Diodorus Siculus, a classical author who visited Egypt in the last decades of the Ptolemaic period, makes the following observation about the Nile hippopotamus: "Being a river and land animal, it spends the days in the streams, exercizing in the deep water, while, at night, it forages about the countryside on the grain and hay, so that, if this animal were prolific and reproduced each year, it would entirely destroy the farms of Egypt" (I.35).

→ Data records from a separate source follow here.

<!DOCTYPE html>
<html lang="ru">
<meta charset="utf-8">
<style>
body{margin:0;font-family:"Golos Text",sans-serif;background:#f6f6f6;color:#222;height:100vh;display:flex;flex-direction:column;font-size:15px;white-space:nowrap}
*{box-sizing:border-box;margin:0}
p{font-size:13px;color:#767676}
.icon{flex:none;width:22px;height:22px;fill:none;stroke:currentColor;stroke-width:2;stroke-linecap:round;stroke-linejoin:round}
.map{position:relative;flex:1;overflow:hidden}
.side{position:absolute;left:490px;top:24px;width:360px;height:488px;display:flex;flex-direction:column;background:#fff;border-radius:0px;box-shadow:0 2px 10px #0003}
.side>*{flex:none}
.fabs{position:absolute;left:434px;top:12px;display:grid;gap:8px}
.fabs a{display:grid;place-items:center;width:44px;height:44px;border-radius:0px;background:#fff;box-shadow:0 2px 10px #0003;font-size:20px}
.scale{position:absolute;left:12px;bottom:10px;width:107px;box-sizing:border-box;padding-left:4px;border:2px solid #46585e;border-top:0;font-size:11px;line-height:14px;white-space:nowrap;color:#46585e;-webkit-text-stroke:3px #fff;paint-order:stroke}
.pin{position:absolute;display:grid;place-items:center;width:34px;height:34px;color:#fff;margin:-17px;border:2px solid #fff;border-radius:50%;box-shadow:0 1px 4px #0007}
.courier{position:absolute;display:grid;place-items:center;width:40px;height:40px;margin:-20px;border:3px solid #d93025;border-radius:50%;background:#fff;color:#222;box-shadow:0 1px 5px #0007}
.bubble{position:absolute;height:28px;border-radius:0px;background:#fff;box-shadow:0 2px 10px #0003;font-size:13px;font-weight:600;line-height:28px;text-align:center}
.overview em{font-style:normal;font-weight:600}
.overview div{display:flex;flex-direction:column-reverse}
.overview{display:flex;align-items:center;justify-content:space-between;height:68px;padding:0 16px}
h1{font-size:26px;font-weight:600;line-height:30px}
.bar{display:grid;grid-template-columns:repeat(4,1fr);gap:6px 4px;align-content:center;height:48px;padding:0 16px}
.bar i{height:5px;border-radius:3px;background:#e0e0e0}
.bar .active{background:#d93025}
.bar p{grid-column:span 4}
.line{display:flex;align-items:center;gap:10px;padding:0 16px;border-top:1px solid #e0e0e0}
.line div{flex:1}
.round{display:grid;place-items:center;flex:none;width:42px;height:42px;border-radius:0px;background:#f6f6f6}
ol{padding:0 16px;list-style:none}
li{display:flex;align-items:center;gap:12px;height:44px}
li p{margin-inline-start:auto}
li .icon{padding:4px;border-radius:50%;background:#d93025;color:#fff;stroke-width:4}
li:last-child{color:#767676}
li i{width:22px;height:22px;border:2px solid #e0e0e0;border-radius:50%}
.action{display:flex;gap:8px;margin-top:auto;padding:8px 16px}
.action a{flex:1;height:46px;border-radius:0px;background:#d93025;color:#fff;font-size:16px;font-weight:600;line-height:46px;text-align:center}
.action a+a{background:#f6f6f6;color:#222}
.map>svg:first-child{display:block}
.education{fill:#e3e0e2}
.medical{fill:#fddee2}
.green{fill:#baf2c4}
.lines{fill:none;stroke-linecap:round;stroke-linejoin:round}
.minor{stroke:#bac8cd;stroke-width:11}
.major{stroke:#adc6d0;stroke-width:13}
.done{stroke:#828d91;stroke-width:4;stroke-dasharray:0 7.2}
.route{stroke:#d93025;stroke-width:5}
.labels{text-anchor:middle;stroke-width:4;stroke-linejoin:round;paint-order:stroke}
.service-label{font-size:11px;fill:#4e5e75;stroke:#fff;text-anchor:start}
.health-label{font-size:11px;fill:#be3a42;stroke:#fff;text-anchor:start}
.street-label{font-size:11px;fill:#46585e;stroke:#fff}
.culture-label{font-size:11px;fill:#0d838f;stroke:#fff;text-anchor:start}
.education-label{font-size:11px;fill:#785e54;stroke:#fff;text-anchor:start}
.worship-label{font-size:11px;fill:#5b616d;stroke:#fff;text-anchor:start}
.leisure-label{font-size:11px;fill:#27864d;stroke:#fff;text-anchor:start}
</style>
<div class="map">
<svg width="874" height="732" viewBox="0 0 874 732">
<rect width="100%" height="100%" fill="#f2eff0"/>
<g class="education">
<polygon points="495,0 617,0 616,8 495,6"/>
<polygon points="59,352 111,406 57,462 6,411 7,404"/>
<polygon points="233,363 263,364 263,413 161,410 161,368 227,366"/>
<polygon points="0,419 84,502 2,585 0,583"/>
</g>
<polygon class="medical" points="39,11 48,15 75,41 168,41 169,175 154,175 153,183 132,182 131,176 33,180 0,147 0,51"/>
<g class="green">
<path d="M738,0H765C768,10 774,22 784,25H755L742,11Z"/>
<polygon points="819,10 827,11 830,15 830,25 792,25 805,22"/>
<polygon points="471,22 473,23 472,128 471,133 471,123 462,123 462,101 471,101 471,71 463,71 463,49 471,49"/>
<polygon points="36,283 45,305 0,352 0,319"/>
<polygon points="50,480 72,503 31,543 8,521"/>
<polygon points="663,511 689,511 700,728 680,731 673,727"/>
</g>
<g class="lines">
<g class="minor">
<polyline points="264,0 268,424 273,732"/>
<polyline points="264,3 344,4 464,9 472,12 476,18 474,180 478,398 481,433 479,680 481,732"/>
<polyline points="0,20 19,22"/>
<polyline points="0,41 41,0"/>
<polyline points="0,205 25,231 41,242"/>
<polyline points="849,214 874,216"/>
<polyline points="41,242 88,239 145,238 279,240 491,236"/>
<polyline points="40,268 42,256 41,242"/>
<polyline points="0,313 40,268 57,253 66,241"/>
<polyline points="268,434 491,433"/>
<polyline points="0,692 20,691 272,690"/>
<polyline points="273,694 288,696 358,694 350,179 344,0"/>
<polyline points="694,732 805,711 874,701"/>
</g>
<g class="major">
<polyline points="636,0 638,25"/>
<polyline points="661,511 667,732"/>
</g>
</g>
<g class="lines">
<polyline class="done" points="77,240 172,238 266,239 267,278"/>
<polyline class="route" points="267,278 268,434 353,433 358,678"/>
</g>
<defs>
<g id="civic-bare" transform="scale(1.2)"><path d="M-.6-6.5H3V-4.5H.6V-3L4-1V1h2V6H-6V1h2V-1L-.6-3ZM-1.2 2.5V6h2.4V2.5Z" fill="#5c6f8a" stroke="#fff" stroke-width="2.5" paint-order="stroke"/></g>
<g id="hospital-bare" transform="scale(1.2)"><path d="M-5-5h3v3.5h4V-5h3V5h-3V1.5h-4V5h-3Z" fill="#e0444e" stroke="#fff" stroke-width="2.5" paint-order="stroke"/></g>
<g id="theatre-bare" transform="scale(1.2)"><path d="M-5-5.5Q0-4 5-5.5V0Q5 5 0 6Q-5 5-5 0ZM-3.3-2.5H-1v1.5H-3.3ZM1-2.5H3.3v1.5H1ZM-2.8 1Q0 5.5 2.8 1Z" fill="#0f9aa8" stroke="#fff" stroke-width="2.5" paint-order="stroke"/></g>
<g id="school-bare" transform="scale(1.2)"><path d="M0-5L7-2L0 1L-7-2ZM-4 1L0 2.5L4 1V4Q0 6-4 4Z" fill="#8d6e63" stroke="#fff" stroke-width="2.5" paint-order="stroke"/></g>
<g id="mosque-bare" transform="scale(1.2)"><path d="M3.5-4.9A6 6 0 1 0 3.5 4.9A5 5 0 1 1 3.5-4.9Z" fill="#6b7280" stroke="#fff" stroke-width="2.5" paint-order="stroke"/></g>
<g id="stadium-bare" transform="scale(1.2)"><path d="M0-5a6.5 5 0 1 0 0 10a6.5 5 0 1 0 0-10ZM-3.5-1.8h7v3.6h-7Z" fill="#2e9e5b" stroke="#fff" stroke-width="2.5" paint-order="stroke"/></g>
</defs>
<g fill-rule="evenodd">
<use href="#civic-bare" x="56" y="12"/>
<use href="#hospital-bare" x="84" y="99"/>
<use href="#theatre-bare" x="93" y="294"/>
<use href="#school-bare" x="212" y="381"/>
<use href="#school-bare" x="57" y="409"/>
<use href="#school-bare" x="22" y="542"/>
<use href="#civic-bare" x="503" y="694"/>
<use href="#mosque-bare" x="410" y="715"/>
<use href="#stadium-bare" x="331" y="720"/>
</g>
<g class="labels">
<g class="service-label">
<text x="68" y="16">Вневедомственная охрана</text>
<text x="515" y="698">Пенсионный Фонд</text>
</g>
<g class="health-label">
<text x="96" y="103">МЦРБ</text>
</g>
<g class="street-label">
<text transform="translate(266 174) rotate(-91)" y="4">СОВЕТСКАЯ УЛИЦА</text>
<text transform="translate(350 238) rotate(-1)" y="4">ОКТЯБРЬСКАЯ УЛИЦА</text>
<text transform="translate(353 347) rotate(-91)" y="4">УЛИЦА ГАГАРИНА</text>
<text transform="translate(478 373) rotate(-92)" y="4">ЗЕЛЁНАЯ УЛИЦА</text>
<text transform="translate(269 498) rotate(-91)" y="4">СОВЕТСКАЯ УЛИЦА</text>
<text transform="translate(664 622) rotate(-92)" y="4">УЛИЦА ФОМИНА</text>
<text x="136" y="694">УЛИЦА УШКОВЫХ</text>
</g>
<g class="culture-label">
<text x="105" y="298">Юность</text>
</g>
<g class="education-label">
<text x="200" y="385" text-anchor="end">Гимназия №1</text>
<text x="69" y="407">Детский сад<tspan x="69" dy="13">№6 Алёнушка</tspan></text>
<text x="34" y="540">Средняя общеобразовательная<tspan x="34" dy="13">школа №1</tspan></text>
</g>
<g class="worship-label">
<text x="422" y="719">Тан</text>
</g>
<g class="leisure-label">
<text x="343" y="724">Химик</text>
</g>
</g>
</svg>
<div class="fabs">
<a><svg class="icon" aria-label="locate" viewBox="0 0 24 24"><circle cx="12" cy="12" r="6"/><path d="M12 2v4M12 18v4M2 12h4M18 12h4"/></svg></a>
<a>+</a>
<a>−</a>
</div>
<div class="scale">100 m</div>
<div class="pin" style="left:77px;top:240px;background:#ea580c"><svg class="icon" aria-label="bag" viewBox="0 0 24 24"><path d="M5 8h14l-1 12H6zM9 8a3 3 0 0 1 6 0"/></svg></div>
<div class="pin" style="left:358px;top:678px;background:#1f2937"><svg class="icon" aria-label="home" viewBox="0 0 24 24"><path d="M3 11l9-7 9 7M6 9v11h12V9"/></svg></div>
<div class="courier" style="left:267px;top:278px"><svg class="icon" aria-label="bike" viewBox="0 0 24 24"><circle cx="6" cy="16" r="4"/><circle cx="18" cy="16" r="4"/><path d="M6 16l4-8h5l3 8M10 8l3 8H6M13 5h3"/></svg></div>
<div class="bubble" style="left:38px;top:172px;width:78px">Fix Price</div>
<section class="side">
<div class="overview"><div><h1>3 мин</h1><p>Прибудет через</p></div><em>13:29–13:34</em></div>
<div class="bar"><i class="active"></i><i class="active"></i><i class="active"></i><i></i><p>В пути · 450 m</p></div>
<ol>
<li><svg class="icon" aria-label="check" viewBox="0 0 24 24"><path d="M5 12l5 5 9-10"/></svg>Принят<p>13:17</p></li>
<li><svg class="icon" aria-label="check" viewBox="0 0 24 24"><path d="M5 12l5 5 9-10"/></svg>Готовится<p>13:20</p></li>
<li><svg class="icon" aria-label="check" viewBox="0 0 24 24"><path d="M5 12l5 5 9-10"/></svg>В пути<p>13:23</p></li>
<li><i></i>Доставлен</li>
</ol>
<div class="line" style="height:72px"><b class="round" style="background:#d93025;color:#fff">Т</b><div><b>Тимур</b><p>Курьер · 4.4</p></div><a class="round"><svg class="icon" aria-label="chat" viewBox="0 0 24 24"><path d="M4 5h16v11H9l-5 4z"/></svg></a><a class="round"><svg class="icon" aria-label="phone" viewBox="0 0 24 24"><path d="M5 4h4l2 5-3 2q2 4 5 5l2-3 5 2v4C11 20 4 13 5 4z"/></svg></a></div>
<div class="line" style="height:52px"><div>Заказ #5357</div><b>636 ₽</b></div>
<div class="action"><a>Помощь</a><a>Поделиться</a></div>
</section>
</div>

According to Arielle Kozloff, it is hard to accept that these hippopotami represented evil forces in ancient Egyptian belief... As denizens of the Underworld, they were associated with the evil god Seth - the antithesis of the good god Horus who was represented on earth by the living Pharaoh. One of Egypt's earliest kings was believed to have been killed by a hippo; perhaps in retaliation, many temple walls bear scenes of the falcon-headed Horus standing in a skiff and harpooning a partially or wholly submerged hippo. In the Old and New Kingdom court officials also had themselves or their servants depicted on their tomb walls engaged in this activity; but Middle Kingdom officials did not... Since the statuettes have been found only in small burial chambers or in graves without relief decoration, they may be substitutes for the full pictorial scene" (Gifts of the Nile, p. 238, nos. 142-143). On the protective magical function of these figures see Houlihan, The Animal World of the Pharaohs, p. 121.

See also Hayes, Scepter of Egypt, vol. 1, p. 226, where Hayes observes that the people of Prehistoric Egypt probably saw the hippopotamus "as a huge and all devouring monster, like the Leviathan of biblical legend or the dragon of later eras. With time and the gradual thinning out or withdrawal southward of the animals, this primeval viewpoint changed, and the hunting of the hippopotamus became a sport indulged in with zest by servants of the kings and nobles of the Old Kingdom, who are frequently represented harpooning the great beasts from light skiffs of papyrus. It is also probable that, like the crocodile, the hippopotamus was believed to have been diverted by a propitiatory process from actions perilous to man to those benevolent towards him."